• Action item
Copy each line of the data below with the word "lineWidth".

• The input
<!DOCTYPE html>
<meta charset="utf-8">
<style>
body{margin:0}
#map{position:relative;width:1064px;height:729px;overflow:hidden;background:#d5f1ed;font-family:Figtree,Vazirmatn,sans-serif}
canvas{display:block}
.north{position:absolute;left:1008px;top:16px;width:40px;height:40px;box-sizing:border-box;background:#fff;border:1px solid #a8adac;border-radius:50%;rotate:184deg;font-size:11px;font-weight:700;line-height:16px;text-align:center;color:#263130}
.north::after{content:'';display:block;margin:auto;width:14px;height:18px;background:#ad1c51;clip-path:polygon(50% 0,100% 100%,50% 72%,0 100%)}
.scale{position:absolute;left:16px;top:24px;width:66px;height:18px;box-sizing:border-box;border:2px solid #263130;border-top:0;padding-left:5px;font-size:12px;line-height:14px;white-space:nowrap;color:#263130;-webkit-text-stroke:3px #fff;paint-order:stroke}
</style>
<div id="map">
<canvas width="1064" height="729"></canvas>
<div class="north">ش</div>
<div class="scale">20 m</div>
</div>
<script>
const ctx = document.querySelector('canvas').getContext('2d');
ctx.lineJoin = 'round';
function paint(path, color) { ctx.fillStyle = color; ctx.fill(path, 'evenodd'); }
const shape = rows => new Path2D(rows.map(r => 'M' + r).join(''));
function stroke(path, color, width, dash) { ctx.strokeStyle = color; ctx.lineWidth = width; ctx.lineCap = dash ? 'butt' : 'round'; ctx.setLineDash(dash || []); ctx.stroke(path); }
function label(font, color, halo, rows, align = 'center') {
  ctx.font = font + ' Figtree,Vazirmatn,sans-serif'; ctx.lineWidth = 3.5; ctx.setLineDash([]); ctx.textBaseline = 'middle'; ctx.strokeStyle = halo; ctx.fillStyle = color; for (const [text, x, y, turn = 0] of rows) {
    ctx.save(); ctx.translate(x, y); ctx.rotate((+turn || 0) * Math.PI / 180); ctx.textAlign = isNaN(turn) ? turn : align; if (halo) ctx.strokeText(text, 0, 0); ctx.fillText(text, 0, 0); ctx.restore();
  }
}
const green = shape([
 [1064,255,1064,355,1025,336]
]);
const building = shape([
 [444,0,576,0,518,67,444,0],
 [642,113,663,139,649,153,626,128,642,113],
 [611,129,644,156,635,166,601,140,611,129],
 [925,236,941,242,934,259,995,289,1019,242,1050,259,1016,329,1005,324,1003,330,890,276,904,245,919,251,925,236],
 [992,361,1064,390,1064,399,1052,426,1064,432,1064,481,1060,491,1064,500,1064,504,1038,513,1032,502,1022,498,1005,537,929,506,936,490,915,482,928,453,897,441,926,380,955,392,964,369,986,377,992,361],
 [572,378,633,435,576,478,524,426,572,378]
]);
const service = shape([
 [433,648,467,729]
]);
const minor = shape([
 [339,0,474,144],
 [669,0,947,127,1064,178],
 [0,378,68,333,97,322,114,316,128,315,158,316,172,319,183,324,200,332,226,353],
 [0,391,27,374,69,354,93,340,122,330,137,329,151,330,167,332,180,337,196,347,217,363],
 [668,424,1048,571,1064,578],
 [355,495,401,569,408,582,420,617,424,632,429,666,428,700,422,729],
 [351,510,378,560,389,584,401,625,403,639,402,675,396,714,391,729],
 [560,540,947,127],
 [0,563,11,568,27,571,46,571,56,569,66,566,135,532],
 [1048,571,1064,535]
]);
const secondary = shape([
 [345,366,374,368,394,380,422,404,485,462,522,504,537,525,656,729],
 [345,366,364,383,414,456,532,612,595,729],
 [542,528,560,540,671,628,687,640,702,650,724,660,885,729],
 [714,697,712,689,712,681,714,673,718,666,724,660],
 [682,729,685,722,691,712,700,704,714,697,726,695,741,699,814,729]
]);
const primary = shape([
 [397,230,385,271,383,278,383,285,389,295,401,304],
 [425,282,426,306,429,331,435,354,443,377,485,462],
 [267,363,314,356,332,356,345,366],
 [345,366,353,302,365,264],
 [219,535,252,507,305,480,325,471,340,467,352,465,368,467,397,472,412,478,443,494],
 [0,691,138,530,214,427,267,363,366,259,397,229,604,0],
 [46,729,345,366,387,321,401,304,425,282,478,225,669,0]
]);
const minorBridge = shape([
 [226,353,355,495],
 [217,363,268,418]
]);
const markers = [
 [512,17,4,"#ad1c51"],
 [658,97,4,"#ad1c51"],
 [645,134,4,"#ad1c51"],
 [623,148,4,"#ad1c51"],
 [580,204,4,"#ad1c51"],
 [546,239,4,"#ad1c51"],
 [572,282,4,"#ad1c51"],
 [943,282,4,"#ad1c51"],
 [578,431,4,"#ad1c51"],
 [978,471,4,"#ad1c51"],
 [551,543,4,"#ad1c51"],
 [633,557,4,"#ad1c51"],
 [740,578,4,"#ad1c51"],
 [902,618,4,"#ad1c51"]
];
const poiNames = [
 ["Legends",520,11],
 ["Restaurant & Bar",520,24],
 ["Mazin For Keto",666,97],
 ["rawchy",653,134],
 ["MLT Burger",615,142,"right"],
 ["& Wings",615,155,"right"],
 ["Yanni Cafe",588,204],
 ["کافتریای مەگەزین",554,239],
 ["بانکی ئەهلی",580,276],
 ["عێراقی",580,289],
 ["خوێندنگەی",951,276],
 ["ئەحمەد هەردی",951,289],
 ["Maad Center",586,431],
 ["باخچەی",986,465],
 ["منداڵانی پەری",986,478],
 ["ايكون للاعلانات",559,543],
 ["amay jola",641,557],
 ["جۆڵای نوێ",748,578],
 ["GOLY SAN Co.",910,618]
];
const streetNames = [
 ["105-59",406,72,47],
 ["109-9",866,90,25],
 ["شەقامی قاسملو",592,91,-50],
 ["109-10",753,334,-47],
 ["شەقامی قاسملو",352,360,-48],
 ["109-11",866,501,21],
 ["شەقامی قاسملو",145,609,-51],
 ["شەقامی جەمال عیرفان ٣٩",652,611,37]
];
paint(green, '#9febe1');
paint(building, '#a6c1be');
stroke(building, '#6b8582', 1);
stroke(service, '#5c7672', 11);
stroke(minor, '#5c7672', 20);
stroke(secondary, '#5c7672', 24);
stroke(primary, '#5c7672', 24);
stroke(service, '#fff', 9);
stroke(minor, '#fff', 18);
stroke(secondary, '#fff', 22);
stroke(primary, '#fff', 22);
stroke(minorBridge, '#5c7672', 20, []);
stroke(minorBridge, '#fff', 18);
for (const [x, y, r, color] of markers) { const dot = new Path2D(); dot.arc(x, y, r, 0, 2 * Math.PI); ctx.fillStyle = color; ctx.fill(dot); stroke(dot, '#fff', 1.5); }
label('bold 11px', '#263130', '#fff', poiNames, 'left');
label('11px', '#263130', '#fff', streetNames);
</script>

• Problem solution
function stroke(path, color, width, dash) { ctx.strokeStyle = color; ctx.lineWidth = width; ctx.lineCap = dash ? 'butt' : 'round'; ctx.setLineDash(dash || []); ctx.stroke(path); }
  ctx.font = font + ' Figtree,Vazirmatn,sans-serif'; ctx.lineWidth = 3.5; ctx.setLineDash([]); ctx.textBaseline = 'middle'; ctx.strokeStyle = halo; ctx.fillStyle = color; for (const [text, x, y, turn = 0] of rows) {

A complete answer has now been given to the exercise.